WDRB News requested an interview with Hargens to explain Malone's hiring, but was told Hargens was unavailable for comment.

Raisor called Malone's change in employment a "demotion" and said her salary was set at the highest scale for a teacher to mitigate the decrease in pay from her central office job. Malone previously made $148,600 as the assistant general counsel for JCPS.

"When a person’s position is eliminated, we make every effort to place that person in another position in which they are qualified," Raisor said. "Over the past three years, we have had open positions and were able to do that. However, in the case of Ms. Malone, there weren't any open positions available and she literally would have been the only employee adversely affected by the most recent reorganization."

Raisor added that Malone is a "valued employee who had expressed interest in teaching in the law program who is an experienced attorney.”

When asked why JCPS is spending $84,000 on a new position was neither advertised nor requested -- particularly with the district likely to seek a tax increase in August -- Raisor was unapologetic.

"We had an overstaffed employee we needed to place and thought this was an incredible opportunity to invest the law magnet at Central," he said. "We are not going to apologize for investing in our schools."

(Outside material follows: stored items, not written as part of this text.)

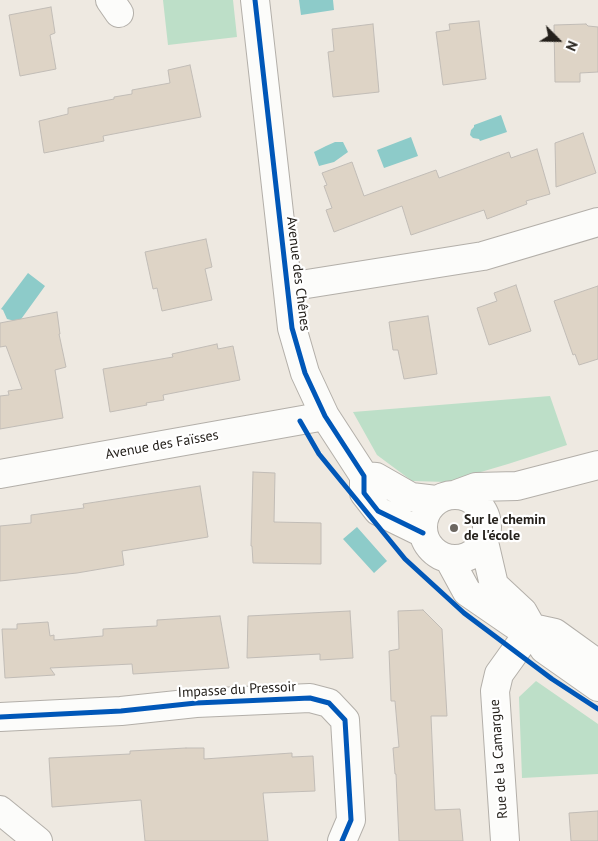 <!DOCTYPE html>
<meta charset="utf-8">
<style>
body{margin:0}
#map{position:relative;width:598px;height:841px;overflow:hidden;background:#eee9e1;font-family:"PT Sans",sans-serif}
canvas{display:block}
.north{position:absolute;left:533px;top:15px;width:50px;height:50px;-webkit-text-stroke:4px #fff;paint-order:stroke;rotate:113deg;font-size:14px;font-weight:700;line-height:20px;text-align:center;color:#24201b}
.north::after{content:'';display:block;margin:auto;width:18px;height:22px;background:#24201b;clip-path:polygon(50% 0,100% 100%,50% 72%,0 100%)}
</style>
<div id="map">
<canvas width="598" height="841"></canvas>
<div class="north">N</div>
</div>
<script>
const ctx = document.querySelector('canvas').getContext('2d');
ctx.lineJoin = 'round';
function fill(path, color) { ctx.fillStyle = color; ctx.fill(path, 'evenodd'); }
const poly = rows => new Path2D(rows.map(r => 'M' + r).join(''));
function trace(path, color, width, dash) { ctx.strokeStyle = color; ctx.lineWidth = width; ctx.lineCap = dash ? 'butt' : 'round'; ctx.setLineDash(dash || []); ctx.stroke(path); }
function drawText(font, color, halo, rows, align = 'center') {
  ctx.font = font + ' "PT Sans",sans-serif'; ctx.lineWidth = 4.5; ctx.setLineDash([]); ctx.textBaseline = 'middle'; ctx.strokeStyle = halo; ctx.fillStyle = color; for (const [text, x, y, turn = 0] of rows) {
    ctx.save(); ctx.translate(x, y); ctx.rotate((+turn || 0) * Math.PI / 180); ctx.textAlign = isNaN(turn) ? turn : align; if (halo) ctx.strokeText(text, 0, 0); ctx.fillText(text, 0, 0); ctx.restore();
  }
}
fill(poly([
 [163,0,233,0,237,37,168,45],
 [550,396,567,445,508,464,447,482,412,481,377,455,353,412],
 [536,681,598,724,598,774,522,778,519,697]
]), '#bddfc8');
fill(poly([
 [299,0,333,0,334,10,301,15],
 [501,115,507,132,480,141,479,139,473,138,470,135,471,130,474,127,474,125],
 [411,137,418,156,384,168,377,150],
 [335,142,343,142,348,152,334,162,319,166,314,152,326,146],
 [28,273,45,286,19,322,7,319,3,310,1,309],
 [357,527,387,561,374,573,343,539]
]), '#8dcbc9');
const building = poly([
 [51,7,55,33,50,35,56,69,20,76,9,15,51,7],
 [479,21,486,79,443,85,436,32,450,30,449,24,479,21],
 [373,24,379,92,333,97,328,52,334,51,332,29,373,24],
 [586,24,588,26,598,27,598,72,580,73,580,82,555,82,554,25,586,24],
 [190,65,201,117,103,136,104,141,44,153,39,121,68,114,68,108,114,99,114,97,132,94,132,90,170,83,168,70,190,65],
 [583,133,596,173,556,187,555,143,583,133],
 [537,149,550,194,526,201,527,204,487,219,484,210,411,235,402,206,334,232,326,210,332,208,324,186,327,185,322,173,352,162,364,196,436,170,439,178,509,152,511,158,537,149],
 [206,239,212,267,205,269,212,300,162,311,157,288,153,289,145,252,206,239],
 [516,285,531,331,489,345,477,308,497,301,494,293,516,285],
 [598,286,598,359,579,365,575,354,573,355,554,301,598,286],
 [57,312,60,334,59,334,66,367,55,370,63,418,0,429,0,396,9,395,8,391,22,389,6,346,0,347,0,323,57,312],
 [428,316,437,374,404,379,398,350,393,350,389,322,428,316],
 [217,344,218,349,233,346,240,380,163,395,164,400,146,403,147,405,110,412,103,369,173,357,172,354,217,344],
 [253,472,275,473,274,522,321,523,321,564,253,563,252,546,251,546,253,472],
 [200,486,208,537,122,551,124,565,77,573,0,581,0,526,31,523,31,515,84,508,83,504,200,486],
 [423,610,442,629,447,716,431,716,435,810,460,809,463,841,399,841,396,774,395,774,393,748,399,747,395,701,391,701,389,651,399,649,398,611,423,610],
 [350,611,353,658,320,660,320,654,247,658,248,616,350,611],
 [220,616,229,668,133,674,132,664,50,668,55,675,5,678,2,629,17,629,17,624,48,622,50,636,54,635,54,640,103,636,103,629,157,626,157,620,220,616],
 [186,748,204,748,204,759,292,753,292,757,313,756,315,791,263,793,268,841,145,841,141,800,52,807,49,758,130,754,130,751,186,748],
 [598,811,598,841,571,841,569,813,598,811]
]);
fill(building, '#ded4c6');
trace(building, '#c1bcb6', 1);
const minor = poly([
 [110,0,119,13],
 [255,0,292,328,305,373,325,416,364,476,364,493,378,511,423,533],
 [288,287,483,256,598,222],
 [0,474,325,416],
 [364,476,376,477,411,497,436,500],
 [457,494,476,487,517,486,598,465],
 '423 527a32 32 0 1 1 64 0a32 32 0 1 1-64 0Z',
 [484,542,494,585,523,612,532,628,555,633,598,664],
 [449,559,467,592,515,625,532,628,544,649,598,687],
 [0,717,121,711,196,703,310,698,329,703,345,720,351,820,342,841],
 [0,810,38,841],
 [505,841,495,691,499,674,532,628]
]);
trace(minor, '#b3afa9', 30);
trace(minor, '#fcfcfa', 28);
trace(poly([
 [255,0,292,328,305,373,325,416,364,476,364,493,378,511,423,533],
 [300,421,319,454,405,559,464,613,552,679,598,709],
 [0,717,121,711,196,703,310,698,329,703,345,720,351,820,342,841]
]), '#0057b8', 5);
for (const [x, y, r, color] of [
 [454,528,5,"#6b6660"]
]) { const dot = new Path2D(); dot.arc(x, y, r, 0, 2 * Math.PI); ctx.fillStyle = color; ctx.fill(dot); trace(dot, '#fff', 2); }
drawText('14px', '#24201b', '#fff', [
 ["Avenue des Chênes",298,274,83],
 ["Avenue des Faïsses",162,445,-10],
 ["Impasse du Pressoir",237,690,-3],
 ["Rue de la Camargue",499,759,-94]
]);
drawText('bold 14px', '#24201b', '#fff', [
 ["Sur le chemin",464,520],
 ["de l'école",464,536]
], 'left');
</script>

Meanwhile, the executive director of the Jefferson County Teachers Association told WDRB News Thursday her organization has heard from a "number of teachers who are very concerned about this."

"We are wondering how this fits in with our contract and how the district is justifying this," said DeeAnn Flaherty. "We have our own attorneys who are looking into the matter for us to advise us on a course of action if necessary."

At Central, Malone will earn more than the two other lawyers who teach in the same program, including her supervisor. 

Joe Gutmann and Charles Koby make $79,200 and $51,150 respectively. Gutmann, a former prosecutor, is the coordinator of the program. Koby has more than 20 years experience as a lawyer and has a master's degree in teaching.

Green said Malone has submitted the "extensive application" for her alternative certificate and that JCPS will send it to the Kentucky Department of Education on Monday. She said Malone will have certification before the first day of school on Aug. 12.

As part of the career and technical education certification process, Malone must enroll in a university, attend the New Teacher Institute and enter be part of the Kentucky Teacher Internship Program during the 2015-16 year. 

Green said Malone won't have to take any classes during 2015-16, but she will have to take six credit hours during 2016-17 to renew the certificate. 

Malone has not returned phone calls for comment.